Nächstes mal einfach Linux schon vor dem eigentlichen Booten anweisen in der Shell zu starten dann spart man sich den Umweg. Treiber-Komplikationen lassen sich eigentlich immer in der Shell beheben, ich für meinen teil führe die gesamte Installation im erweiterten Modus durch und kann deshalb schon einige Pakte bei der eigentlich Installation des Betriebssystemes einbinden das macht das ganze noch etwas sauberer. Immer noch besser als der Kernelbau.

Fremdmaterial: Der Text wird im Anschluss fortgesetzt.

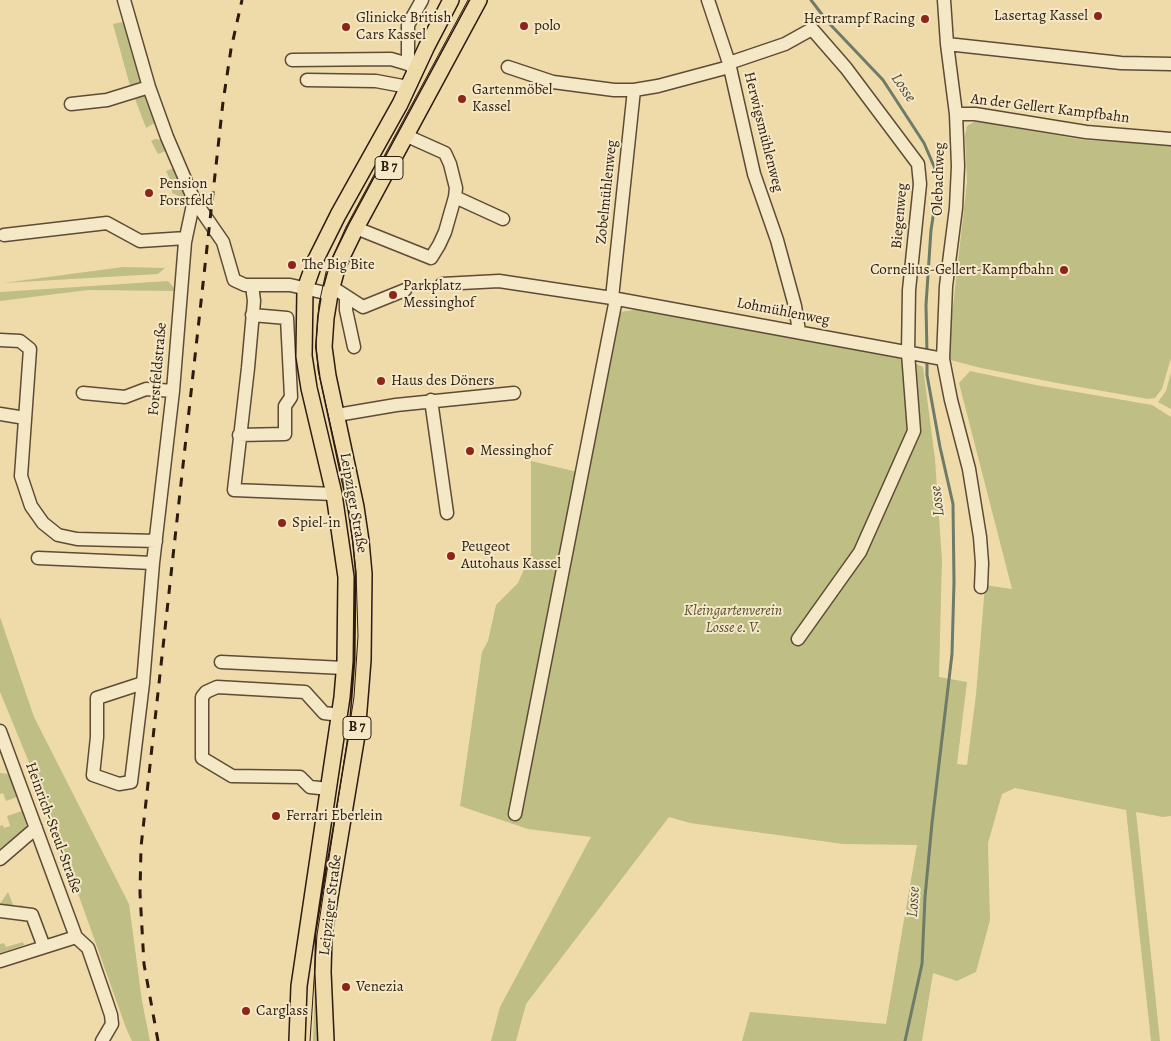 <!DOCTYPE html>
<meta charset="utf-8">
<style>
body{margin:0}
canvas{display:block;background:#efdba9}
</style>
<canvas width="1171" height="1041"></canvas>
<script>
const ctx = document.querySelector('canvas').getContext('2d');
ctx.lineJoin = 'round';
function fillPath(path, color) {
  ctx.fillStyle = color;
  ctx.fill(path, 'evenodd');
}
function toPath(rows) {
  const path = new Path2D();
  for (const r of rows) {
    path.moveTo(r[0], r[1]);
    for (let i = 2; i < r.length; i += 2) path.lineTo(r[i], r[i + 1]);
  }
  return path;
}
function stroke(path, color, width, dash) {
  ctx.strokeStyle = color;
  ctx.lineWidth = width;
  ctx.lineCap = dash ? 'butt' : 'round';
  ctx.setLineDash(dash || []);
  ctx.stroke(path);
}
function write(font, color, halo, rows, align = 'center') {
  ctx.font = font + ' Alegreya,serif';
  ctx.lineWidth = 4;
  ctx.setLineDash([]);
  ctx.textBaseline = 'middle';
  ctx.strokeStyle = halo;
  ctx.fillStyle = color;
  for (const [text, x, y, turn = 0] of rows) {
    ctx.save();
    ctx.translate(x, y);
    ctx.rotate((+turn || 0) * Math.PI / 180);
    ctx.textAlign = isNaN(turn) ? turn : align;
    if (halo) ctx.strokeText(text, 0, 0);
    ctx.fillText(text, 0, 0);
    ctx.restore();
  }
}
fillPath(toPath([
 [122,22,124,24,142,81,130,86,113,24],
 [144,92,156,121,155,123,146,128,134,96],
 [975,121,1084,140,1171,144,1171,358,1162,389,1155,398,1148,399,1057,383,981,368,947,359,967,182,965,136,967,126],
 [155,139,162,140,166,151,158,154,151,141],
 [174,168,185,191,184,198,172,193,172,184,166,171],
 [123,267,165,268,158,274,3,283],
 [168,281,177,291,88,290,0,301,0,292],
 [641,309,904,359,923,367,935,459,942,560,939,677,967,682,957,764,967,765,976,695,985,585,1012,589,959,383,970,371,1036,385,1152,405,1171,417,1171,816,1163,817,1136,812,1160,1041,1151,1041,1126,810,1015,788,1002,794,988,843,990,920,976,972,957,981,933,973,922,1041,742,1041,750,1012,886,1024,917,845,843,844,690,823,669,817,526,1004,516,1041,491,1041,500,1007,591,837,528,829,460,806,482,652,488,641,496,605,518,583,531,553,531,461,586,474,620,312],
 [1171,372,1171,409,1158,402,1166,391],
 [0,617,34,717,129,904,142,1001,150,1041,132,1041,126,1028,45,801,0,692],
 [0,773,9,774,17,797,6,801,3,793,0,794],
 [22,811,27,827,1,848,2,850,0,852,0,826,3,825,4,828,10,826,7,816],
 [8,892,14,907,22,905,25,912,0,910,0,904],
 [23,942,24,945,0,953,0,944,4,943,6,947],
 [315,986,316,987,320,1041,313,1041]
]), '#bfbe84');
stroke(toPath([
 [811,0,827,21,883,80,924,143,939,178,931,230,926,305,927,354],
 [905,1041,922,964,925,897,932,823,952,654,954,582,953,504,940,447,927,375,927,360]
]), '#6e7b69', 3);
const minor = toPath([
 [124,0,149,87,167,137,194,200,223,242,234,280,245,285,290,285,330,294],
 [708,0,729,63,754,174,777,240,795,306,799,331],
 [944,0,947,44,956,114,958,166,956,208,946,286,943,359,951,400,969,469,980,537,982,563,981,587],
 [947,44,1121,63,1171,64],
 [292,60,391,59,408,64],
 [729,63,785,44,812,29,846,68,918,164,920,184,909,290,908,353,914,431,860,552,798,639],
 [508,67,553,82,614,90,634,90,658,86,729,67],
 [414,68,408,64,408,25,422,0],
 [307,80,376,81,408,87],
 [71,104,107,100,149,87],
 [956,114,975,114,1086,132,1171,139],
 [455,197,503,219],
 [356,228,431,258,439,245,445,232,455,197,456,188,450,164,445,153,407,136],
 [4,235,107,223,140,241,186,238],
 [442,284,499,281,612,298,943,359],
 [252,285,254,301,248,368,234,490,334,494],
 [332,287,363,307,405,290],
 [346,296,346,310,354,347],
 [612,298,634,90],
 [0,340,20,341,30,349,21,476,31,506,43,523,58,535,77,539,156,541],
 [83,393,125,397,146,389,173,391],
 [431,400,447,513],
 [0,414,25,418],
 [337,415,396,405,514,393],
 [239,435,285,434,285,406,291,397,287,318,252,315],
 [38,558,153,563],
 [221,662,344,668],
 [143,683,131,782,119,784,93,775,97,737,97,698,143,683,153,563,173,391,185,242,194,200],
 [0,731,76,937,88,948,106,1000,111,1015,112,1024,102,1041],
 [329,789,310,787,300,777,232,776,202,758,202,697,206,692,217,687,305,692,324,713,340,715],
 [515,814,616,299],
 [0,859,36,828],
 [0,911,32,915,44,947],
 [0,961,76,937]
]);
const major = toPath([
 [297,1041,299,986,342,697,345,661,346,577,334,494,309,388,304,356,305,289,315,261,338,215,400,104,427,46,451,0],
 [326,1041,323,972,324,933,357,735,363,660,364,574,361,541,356,507,328,376,324,347,326,318,330,294,338,265,356,228,479,0]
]);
stroke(minor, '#5e4b36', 15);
stroke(major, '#2d1b0f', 18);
stroke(minor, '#f5e8c7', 12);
stroke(major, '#efdba9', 15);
stroke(toPath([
 [310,1041,317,935,354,697,358,636,356,571,348,502,318,370,316,343,319,304,326,272,346,227,468,0]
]), '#2d1b0f', 1);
stroke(toPath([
 [158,1041,144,964,140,893,141,847,223,102,231,49,242,0]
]), '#2d1b0f', 3, [9, 9]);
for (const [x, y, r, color] of [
 [1098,16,5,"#8f2418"],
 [925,19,5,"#8f2418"],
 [524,26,5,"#8f2418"],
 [346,27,5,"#8f2418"],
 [462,99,5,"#8f2418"],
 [149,193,5,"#8f2418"],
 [292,265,5,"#8f2418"],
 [1064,270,5,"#8f2418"],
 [393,295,5,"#8f2418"],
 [381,381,5,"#8f2418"],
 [470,451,5,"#8f2418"],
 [282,523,5,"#8f2418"],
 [451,556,5,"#8f2418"],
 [276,816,5,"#8f2418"],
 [346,987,5,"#8f2418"],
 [246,1011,5,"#8f2418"]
]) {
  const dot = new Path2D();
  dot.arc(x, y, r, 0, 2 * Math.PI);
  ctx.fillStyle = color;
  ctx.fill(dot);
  stroke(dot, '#f5e8c7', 2);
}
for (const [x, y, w] of [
 [389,168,28],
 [357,728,28]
]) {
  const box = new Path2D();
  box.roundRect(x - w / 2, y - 11.5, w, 23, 4);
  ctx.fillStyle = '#f5e8c7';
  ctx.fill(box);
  stroke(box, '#2d1b0f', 1);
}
write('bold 14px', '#2d1b0f', null, [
 ["B 7",389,168],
 ["B 7",357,728]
]);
write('15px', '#2d1b0f', '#f5e8c7', [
 ["Lasertag Kassel",1088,16,"right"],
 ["Glinicke British",356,18],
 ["Cars Kassel",356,35],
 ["Hertrampf Racing",915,19,"right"],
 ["polo",534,26],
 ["Gartenmöbel",472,90],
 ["Kassel",472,107],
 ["Pension",159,184],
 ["Forstfeld",159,201],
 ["The Big Bite",302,265],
 ["Cornelius-Gellert-Kampfbahn",1054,270,"right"],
 ["Parkplatz",403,286],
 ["Messinghof",403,303],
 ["Haus des Döners",391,381],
 ["Messinghof",480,451],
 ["Spiel-in",292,523],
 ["Peugeot",461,547],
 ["Autohaus Kassel",461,564],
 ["Ferrari Eberlein",286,816],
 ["Venezia",356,987],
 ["Carglass",256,1011]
], 'left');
write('15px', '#2d1b0f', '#f5e8c7', [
 ["An der Gellert Kampfbahn",1050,109,7],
 ["Herwigsmühlenweg",763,132,76],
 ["Olebachweg",939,179,-88],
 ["Zobelmühlenweg",607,192,-84],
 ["Biegenweg",900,216,-85],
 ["Lohmühlenweg",783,312,11],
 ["Forstfeldstraße",158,369,-85],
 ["Leipziger Straße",353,503,80],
 ["Heinrich-Steul-Straße",53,828,70],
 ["Leipziger Straße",331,905,-83]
]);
write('italic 15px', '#594c32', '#f5e8c7', [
 ["Kleingartenverein",733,611],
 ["Losse e. V.",733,628]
]);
write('italic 16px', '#4e4b3c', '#f5e8c7', [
 ["Losse",903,88,56],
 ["Losse",938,501,-97],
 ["Losse",914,902,-86]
]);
</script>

Sonst kann ich nur wie es oben schon steht Ubuntuusers empfehlen


----------



## Shirozen (24. Oktober 2014)

Das ist schon richtig, aber ich bin bei Linux noch kompletter Anfänger. Bin schon froh das ich das selbst herausgefunden habe. Allerdings weiß ich nun beim nächsten mal Bescheid. Bei Steam Os funtzt der Treiber übrigens nicht was mich dann doch bisschen wundert. 

Besten Gruß


----------



## headbreaker (24. Oktober 2014)

Shirozen schrieb:


> Das ist schon richtig, aber ich bin bei Linux noch kompletter Anfänger. Bin schon froh das ich das selbst herausgefunden habe. Allerdings weiß ich nun beim nächsten mal Bescheid. Bei Steam Os funtzt der Treiber übrigens nicht was mich dann doch bisschen wundert.
> 
> Besten Gruß


 
Ja beim steam os wurden einige Reps. rausgeschmissen aber es befindet sich ja auch noch in der betaphase, ich persönlich kann ja nach stärke des PCs eher LXDE, XFCE oder Debian empfehlen, am beliebtesten ist aber wohl immernoch ubuntu oder Mint. Arch kann ich für den einstieg auch nicht empfehlen.

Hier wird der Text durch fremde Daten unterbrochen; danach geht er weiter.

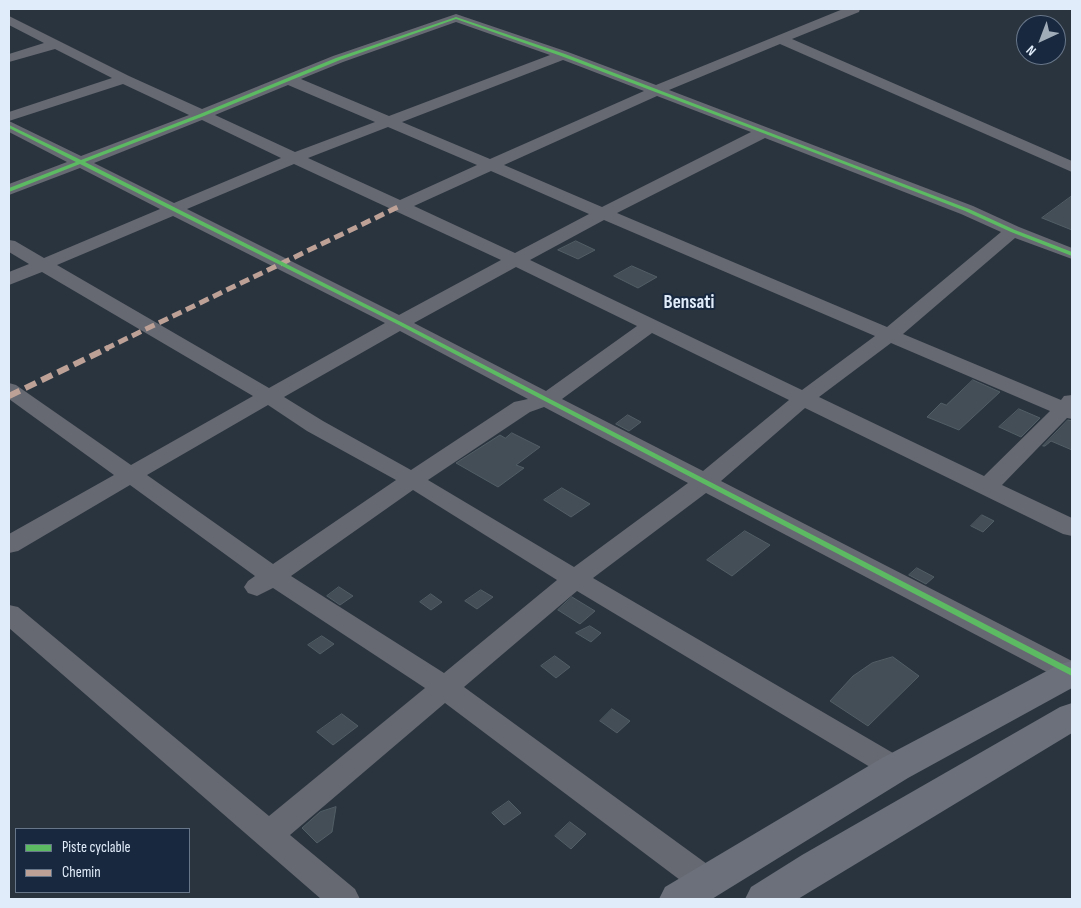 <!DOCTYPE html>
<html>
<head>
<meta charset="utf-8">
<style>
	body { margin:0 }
	#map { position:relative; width:1081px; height:908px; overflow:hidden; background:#2a343f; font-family:"Sofia Sans Condensed",sans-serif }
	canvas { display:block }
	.frame { position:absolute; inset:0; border:10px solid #e1ecfa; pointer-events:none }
	.legend { position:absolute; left:15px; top:828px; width:175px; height:65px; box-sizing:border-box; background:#18283e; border:1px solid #687689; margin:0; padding:6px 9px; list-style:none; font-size:15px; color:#e1ecfa }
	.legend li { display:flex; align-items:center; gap:10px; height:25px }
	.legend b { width:25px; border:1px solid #687689 }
	.north { position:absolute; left:1016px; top:15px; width:50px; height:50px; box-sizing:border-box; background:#18283e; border:1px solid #687689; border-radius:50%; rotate:223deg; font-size:14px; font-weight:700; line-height:20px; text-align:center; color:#e1ecfa }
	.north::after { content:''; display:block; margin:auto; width:18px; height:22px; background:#a1acb9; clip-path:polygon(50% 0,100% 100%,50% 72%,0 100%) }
</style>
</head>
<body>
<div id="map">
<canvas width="1081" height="908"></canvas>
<div class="frame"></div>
<ul class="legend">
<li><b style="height:6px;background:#5cba63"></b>Piste cyclable</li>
<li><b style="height:6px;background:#bda197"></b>Chemin</li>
</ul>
<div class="north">N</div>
</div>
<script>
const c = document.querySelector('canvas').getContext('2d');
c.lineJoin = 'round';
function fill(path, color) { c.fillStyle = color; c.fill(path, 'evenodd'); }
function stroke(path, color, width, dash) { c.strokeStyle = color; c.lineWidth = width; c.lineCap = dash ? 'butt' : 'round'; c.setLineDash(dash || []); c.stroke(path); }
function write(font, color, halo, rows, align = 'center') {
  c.font = font + ' "Sofia Sans Condensed",sans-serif'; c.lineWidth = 4; c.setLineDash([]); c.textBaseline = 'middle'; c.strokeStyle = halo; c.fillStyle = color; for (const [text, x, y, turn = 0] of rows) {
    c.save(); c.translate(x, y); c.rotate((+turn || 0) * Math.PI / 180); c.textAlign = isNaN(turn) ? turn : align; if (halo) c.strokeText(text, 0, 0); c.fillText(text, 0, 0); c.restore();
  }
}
const building = new Path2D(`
	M1072,196v34l-30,-12z
	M576,241l19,9 -17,9 -20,-9z
	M632,266l25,11 -19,11 -24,-12z
	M973,380l27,12 -41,38 -32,-13 14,-14 5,2z
	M1019,409l21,9 -19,19 -22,-10z
	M628,415l13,7 -12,9 -13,-7z
	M1068,420l4,1v29l-21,-9 -6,5h-2z
	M512,433l28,14 -24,18 8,3 -26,19 -42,-24 44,-28 5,3z
	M562,488l28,16 -19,13 -27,-17z
	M982,515l12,6 -11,11 -12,-6z
	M745,531l25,14 -38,31 -25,-16z
	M917,568l17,9 -8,7 -17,-9z
	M339,587l14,9 -13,9 -13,-9z
	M481,590l12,7 -16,12 -12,-8z
	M431,594l11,8 -11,8 -11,-8z
	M572,597l23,14 -15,13 -22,-14z
	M590,626l11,7 -10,9 -15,-9z
	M322,636l12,8 -14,10 -12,-9z
	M555,656l15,11 -14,11 -15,-12z
	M893,657l26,19 -51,50 -38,-25 23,-25 19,-13z
	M612,709l18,12 -13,12 -17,-12z
	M342,714l16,12 -25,19 -16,-13z
	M509,801l12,12 -17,12 -12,-12z
	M336,807l-4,25 -15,11 -15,-15 18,-16z
	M570,822l16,12 -15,15 -16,-13z`);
fill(building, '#444e56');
stroke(building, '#525e65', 1);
fill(new Path2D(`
	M843,9h17l-1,3 -67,27 280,122v11l-292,-128 -111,46 304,116 46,21 53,21v11l-57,-21 -112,96 158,66 3,-4 8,-1v24l-5,-1 -65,67 70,33v18l-9,-2 -258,-126 -84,73 351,180v22l-10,-3 -356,-187 -113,85 312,182 5,8 -5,8 -10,4 -10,-4 -308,-185 -113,96 254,185 5,10 -5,10 -11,4 -11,-4 -251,-189 -155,132 65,54 5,10h-39l-312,-271v-23l9,2 251,209 156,-128 -152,-100 -16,8 -9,-3 -4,-6 4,-6 7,-5 -125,-91 -112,66 -9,2v-19l105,-59 -105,-76v-16l7,2 115,80 122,-69 -211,-124 -33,13v-13l20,-8 -20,-12v-12l6,1 29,17 116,-49 -80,-41 -71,27v-11l58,-22 -58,-30v-20l103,-34 -57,-29 -46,13v-8l35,-11 -35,-18v-9l120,60 73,33 131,-53 123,-42 112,38 88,33zM456,22l94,33 -161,61 -88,-37 42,-17zM563,60l81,31 -154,68 -88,-37zM123,84l66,31 -108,41 -72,-35zM288,85l87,37 -80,30 -80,-37zM657,96l94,36 -149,75 -98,-42zM202,120l79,38 -107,45 -80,-40zM388,127l89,38 -77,35 -92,-42zM765,138l196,76 40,18 -114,95 -270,-114zM294,164l207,96 -102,55 -212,-106zM491,171l98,43 -74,39 -101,-47zM173,216l212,107 -116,65 -212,-123zM604,220l271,116 -73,54 -272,-130zM516,267l121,59 -91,65 -132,-68zM400,331l128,68 -14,3 -103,68 -88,-49 -39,-24zM652,333l137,67 -86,71 -141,-72zM891,343l159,68 -66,65 -165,-79zM268,405l39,26 89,49 -123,84 -126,-89zM544,407l144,76 -114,84 -146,-87 102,-68zM413,490l144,90 -113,93 -153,-97z`), '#666971');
fill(new Path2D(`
	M1072,661v27l-164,90 -196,121h-53l6,-12 217,-129 178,-94z
	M1072,703v30l-274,166h-53l6,-12 51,-32 258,-148z`), '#6b707a');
stroke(new Path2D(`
	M105,349l293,-142`), '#bda197', 5, [10, 5]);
stroke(new Path2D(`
	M9,396l99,-48`), '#bda197', 6, [12, 6]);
fill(new Path2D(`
	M456,17l109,37 404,155 46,21 57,22v4l-61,-24 -46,-21 -142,-55 -262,-100 -105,-37 -116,41 -136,56 -119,46 318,161 669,346v7l-673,-351 -319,-161 -71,28v-4l67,-26 -67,-34v-3l72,35 119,-46 136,-56z`), '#5cba63');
write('bold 19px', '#e1ecfa', '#18283e', [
	["Bensati",689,303]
]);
</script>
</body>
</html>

Steam OS Beta halte ich am anfang für vielleicht nicht so ratsam weil da noch einiges dran gemacht werden muss. Es macht eigentlich keinen unterschied ob du unter Ubuntu oder SteamOS spielst,.... und für Ubuntu bekommst du auf Ubuntuusers auch sehr guten Support dieser ist zwar oft übertragbarauf andere Deviate aber nicht immer funktioniert das reibungslos


----------



## K3n$! (25. Oktober 2014)

> ich persönlich kann ja nach stärke des PCs eher LXDE, XFCE oder Debian empfehlen, am beliebtesten ist aber wohl immernoch ubuntu oder Mint. Arch kann ich für den einstieg auch nicht empfehlen.



LXDE, XFCE sind Desktopumgebungen, die du unter Ubuntu, Mint, Debian oder Archlinux nutzen kannst.


----------



## headbreaker (25. Oktober 2014)

Das ist richtig, bringen aber ihre eigenen Programme mit weswegen ein nachträgliche installieren das ganze och umfangreicher machen und weitere Schritte erfordern. Hab mich ein wenig umständlich ausgedrückt, ich installiere meine systeme immer von einem minimalinstaller manuell deswegen vergesse ich manchmal die Systeme einzeln zu nennen gemeint ist natürlich z.B. Lubuntu (LXDE) oder Xubuntu(XFCE). Natürlich kann man jede Desktopumgebung nachinstallieren aber nicht alle bauen auf dem gleichen Grundkonstrukt auf, so entwickeln die KDE und Gnome sich grade in ganz unterschiedliche Richtungen. Auch XFCE und LXDE sind seit Ubuntu immer kaputter entwickelt werden nur noch beschränkt ohne Komplikationen nachinstallierbar.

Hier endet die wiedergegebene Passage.